El día 14 de enero comienza a ser perseguido por el gobierno el padre Robles. A despecho del peligro y contra las súplicas de sus feligreses, lejos de ocultarse, continúa impávido en la brecha, persuadido de que, como él mismo decía: “No es pastor el que abandona sus ovejas”, y abrasado en vivas ansias del martirio así exclamaba: “¡Si el Corazón Eucarístico de Jesús me llevara en este día!” Cediendo, sin embargo, a los consejos y ruegos de personas prudentes, se refugia por fin en una cueva fuera de la ciudad. Allí celebra diariamente el santo sacrificio de la misa, a la que asisten muchos fieles.

Del altar al cielo

No había de durar largo tiempo esta vida de catacumbas. Descubierto el lugar de refugio, el día 25 de junio es sorprendido por un pelotón de soldados mientras se revestía para celebrar; de su pobre y oculta morada pasa gozoso a la cárcel.

Último poema de un mártir[2]

Y aquí es donde el padre Robles, viéndose prisionero por Cristo, desborda los afectos de su pecho, y canta con inspiración de cielo no su aparente desgracia, sino su verdadera gloria: la gloria de ser perseguido por su Dios. Por eso entona aquel himno de amor, en que de nuevo se ofrece todo a Jesús, como lo hiciera en otro tiempo al consagrar solemnemente su vicaría[3] al Sagrado Corazón:

“Cetro y corona no tengo / para ofrendarte, mi Rey; /  y entregarlos no pudiera como antaño con mi grey. / Mas de mi cárcel sagrada, / con mis hijos en unión mística, llego a ofrendarte / lo que tengo, corazón.”

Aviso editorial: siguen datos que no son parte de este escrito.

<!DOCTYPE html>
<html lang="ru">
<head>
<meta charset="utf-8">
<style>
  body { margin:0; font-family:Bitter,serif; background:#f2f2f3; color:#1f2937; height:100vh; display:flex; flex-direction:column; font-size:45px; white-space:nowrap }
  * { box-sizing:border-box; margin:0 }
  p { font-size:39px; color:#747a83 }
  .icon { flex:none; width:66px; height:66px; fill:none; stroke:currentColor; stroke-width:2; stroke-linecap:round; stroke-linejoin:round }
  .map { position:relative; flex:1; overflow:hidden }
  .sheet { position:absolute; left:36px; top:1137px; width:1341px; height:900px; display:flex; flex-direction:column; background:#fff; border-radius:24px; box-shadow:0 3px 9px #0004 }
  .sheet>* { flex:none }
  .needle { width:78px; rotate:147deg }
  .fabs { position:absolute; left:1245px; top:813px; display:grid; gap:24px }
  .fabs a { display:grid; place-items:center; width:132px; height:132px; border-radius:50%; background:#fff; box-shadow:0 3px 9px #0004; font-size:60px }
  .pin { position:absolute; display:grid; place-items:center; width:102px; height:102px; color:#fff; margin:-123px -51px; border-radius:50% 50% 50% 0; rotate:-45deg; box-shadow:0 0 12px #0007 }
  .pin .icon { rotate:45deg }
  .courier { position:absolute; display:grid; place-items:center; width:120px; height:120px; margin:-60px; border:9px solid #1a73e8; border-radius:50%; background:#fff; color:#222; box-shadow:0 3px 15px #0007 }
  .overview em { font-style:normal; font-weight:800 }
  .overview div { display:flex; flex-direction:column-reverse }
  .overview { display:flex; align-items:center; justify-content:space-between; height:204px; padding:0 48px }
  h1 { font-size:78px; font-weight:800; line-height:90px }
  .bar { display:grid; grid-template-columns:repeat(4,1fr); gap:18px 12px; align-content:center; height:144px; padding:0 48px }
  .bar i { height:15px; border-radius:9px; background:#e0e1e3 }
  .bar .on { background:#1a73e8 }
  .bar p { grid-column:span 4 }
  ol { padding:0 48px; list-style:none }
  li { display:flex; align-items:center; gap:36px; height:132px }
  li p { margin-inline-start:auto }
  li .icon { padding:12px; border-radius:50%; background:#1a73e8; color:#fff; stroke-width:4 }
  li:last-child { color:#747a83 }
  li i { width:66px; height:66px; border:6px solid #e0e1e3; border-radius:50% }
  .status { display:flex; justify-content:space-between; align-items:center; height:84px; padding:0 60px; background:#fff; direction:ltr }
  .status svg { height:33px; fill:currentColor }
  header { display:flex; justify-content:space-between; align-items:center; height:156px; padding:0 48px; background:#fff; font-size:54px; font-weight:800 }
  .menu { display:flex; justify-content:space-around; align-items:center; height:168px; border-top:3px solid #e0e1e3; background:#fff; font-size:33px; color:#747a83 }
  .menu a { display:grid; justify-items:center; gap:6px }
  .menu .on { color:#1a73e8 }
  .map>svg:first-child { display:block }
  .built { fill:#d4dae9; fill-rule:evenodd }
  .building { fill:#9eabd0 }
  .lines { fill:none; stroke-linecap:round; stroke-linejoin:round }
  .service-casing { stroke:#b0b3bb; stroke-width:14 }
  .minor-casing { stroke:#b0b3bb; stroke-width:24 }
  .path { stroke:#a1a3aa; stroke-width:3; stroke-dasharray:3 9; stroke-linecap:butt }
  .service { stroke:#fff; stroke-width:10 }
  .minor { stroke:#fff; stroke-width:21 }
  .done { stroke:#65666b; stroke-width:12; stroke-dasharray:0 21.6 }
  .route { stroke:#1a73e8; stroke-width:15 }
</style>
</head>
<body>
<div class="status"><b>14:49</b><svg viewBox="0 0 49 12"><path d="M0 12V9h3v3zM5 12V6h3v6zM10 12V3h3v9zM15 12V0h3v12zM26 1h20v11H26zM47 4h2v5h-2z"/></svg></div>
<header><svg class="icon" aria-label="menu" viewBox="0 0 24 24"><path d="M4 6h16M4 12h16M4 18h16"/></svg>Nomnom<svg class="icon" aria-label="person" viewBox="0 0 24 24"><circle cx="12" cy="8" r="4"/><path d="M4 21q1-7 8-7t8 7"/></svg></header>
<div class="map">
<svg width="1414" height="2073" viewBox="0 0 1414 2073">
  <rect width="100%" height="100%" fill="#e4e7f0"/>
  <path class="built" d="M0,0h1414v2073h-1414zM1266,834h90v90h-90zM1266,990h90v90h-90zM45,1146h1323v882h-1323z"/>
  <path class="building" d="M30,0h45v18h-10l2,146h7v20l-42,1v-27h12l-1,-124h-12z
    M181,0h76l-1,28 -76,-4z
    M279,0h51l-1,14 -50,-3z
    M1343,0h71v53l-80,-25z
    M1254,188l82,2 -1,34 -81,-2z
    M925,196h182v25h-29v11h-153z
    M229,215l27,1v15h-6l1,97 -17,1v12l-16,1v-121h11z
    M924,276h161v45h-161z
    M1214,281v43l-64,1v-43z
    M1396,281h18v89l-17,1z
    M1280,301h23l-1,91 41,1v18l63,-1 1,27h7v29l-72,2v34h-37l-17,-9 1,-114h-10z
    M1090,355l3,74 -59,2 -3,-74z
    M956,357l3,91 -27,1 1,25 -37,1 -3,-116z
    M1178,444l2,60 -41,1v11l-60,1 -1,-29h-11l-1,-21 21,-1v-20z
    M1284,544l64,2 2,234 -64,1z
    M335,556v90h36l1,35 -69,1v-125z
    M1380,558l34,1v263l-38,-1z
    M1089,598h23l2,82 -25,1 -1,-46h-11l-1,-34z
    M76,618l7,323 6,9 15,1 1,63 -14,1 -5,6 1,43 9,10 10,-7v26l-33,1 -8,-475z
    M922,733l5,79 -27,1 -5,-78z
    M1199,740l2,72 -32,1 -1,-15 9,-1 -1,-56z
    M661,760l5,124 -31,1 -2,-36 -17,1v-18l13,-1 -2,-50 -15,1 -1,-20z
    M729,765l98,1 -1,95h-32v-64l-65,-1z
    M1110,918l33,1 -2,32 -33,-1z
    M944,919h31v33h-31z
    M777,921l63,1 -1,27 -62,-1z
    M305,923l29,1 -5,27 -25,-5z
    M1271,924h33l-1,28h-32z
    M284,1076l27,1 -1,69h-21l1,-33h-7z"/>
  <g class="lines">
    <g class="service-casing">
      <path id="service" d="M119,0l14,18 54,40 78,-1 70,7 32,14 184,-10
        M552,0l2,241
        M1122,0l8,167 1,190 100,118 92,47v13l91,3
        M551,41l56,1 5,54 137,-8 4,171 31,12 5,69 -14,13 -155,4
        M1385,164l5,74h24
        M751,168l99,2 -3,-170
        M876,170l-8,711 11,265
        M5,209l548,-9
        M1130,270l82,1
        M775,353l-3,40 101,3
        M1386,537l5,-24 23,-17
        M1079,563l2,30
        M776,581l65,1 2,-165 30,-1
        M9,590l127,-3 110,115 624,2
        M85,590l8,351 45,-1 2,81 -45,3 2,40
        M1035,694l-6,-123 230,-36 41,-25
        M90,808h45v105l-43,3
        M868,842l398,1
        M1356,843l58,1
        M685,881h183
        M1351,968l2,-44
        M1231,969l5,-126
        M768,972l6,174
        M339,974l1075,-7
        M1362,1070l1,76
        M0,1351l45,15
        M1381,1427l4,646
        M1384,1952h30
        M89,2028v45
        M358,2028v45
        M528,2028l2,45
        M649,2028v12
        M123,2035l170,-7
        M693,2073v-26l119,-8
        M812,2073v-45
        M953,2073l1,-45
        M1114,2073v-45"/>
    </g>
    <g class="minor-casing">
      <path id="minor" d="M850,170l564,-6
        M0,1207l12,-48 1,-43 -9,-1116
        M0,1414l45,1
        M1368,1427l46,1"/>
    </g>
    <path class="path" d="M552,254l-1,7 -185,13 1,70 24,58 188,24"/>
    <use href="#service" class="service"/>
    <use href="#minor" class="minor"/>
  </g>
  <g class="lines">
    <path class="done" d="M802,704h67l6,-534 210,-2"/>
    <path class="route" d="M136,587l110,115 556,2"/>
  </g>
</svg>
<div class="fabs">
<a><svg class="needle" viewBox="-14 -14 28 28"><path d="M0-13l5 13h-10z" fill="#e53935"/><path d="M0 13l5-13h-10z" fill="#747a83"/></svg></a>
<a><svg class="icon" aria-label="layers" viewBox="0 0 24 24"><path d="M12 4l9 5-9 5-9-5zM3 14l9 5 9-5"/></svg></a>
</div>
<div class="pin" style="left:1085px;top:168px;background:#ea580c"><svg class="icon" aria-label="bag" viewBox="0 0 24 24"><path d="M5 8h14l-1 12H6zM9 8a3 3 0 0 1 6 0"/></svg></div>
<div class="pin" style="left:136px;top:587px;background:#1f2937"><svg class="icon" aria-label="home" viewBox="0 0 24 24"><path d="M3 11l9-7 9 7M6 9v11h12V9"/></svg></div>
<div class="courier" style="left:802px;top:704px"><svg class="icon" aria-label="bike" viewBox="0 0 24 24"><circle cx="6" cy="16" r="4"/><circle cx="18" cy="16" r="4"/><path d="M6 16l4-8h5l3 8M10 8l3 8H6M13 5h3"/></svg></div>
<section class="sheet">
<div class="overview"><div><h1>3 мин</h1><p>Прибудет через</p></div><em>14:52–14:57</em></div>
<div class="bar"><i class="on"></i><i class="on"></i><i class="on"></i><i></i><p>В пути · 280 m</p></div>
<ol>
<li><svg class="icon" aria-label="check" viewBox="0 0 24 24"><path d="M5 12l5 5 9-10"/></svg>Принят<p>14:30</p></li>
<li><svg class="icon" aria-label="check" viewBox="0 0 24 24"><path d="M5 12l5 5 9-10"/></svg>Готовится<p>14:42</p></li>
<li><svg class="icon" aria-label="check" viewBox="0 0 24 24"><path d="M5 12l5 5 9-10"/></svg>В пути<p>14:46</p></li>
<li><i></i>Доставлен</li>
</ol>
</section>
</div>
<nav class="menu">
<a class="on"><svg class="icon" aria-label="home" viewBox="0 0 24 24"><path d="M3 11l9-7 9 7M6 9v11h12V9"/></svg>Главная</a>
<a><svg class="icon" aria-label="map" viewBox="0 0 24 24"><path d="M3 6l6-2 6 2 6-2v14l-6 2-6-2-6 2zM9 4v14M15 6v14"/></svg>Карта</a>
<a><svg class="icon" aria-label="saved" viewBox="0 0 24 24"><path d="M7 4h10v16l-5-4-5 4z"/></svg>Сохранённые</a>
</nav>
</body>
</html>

Y con él, le ofrendó también su vida, que no se saciaron sus deseos sino con el martirio: “Quiero amar tu Corazón, / Jesús mío, con delirio, / quiero amarlo con pasión, / quiero amarlo hasta el martirio. / Con el alma te bendigo, / mi Sagrado Corazón; / dime: ¿se llega el instante / de feliz y eterna unión?”

Presintiendo la proximidad de esta feliz unión, prorrumpe el mártir en aquella tierna y confiada súplica, en que une con lazada de oro los dos amores de todo mejicano ferviente: Cristo Rey y María Santísima de Guadalupe: “Tiéndeme, Jesús, los brazos, / pues tu pequeñito soy; / de ellos al seguro amparo a donde lo ordenes voy... / Al amparo de mi Madre / y de su cuenta corriendo, / ya su pequeño del alma vuela a sus brazos sonriendo.”

Prueba suprema de amor

Y sonriendo, con la sonrisa del héroe cristiano camina el padre Robles hacia el lugar del suplicio en la noche del día 25. Al llegar a un montecillo cerca de la sierra de Quila, ora unos instantes: “que mi sangre caiga sobre mi pueblo en señal de bendición y de perdón”, exclama, y bendice y perdona a los soldados, promete rogar por ellos, y al ver la soga que le presentan, tómala en sus manos, la bendice y besa y él mismo se la pone al cuello. “Tuyo, siempre tuyo, Corazón Eucarístico de Jesús; Padre, en tus manos encomiendo mi espíritu” es su postrer oración, y le suspenden de un árbol.

De esta suerte el apóstol del Sagrado Corazón dio la suprema muestra de amor: morir por Jesucristo...

 



[1]Cf. Hojitas, núm. 19, 2ª edición, 4 pp., 15 por 10 cm., Barcelona, Isart Durán Editores, 1927. Imprescindible para la lectura y comprensión integral de estas “hojitas”  es el estudio Ana María Serna, “La calumnia es un arma, la mentira una fe. Revolución y Cristiada: la batalla escrita del espíritu público”, publicado en las páginas de este Boletín en los meses de noviembre y diciembre del año 2013.

[2] Llamamos mártir a este sacerdote, sin intención de prevenir el juicio de la Iglesia.

[3] En sentido estricto, debería decir “parroquia” [NdelE].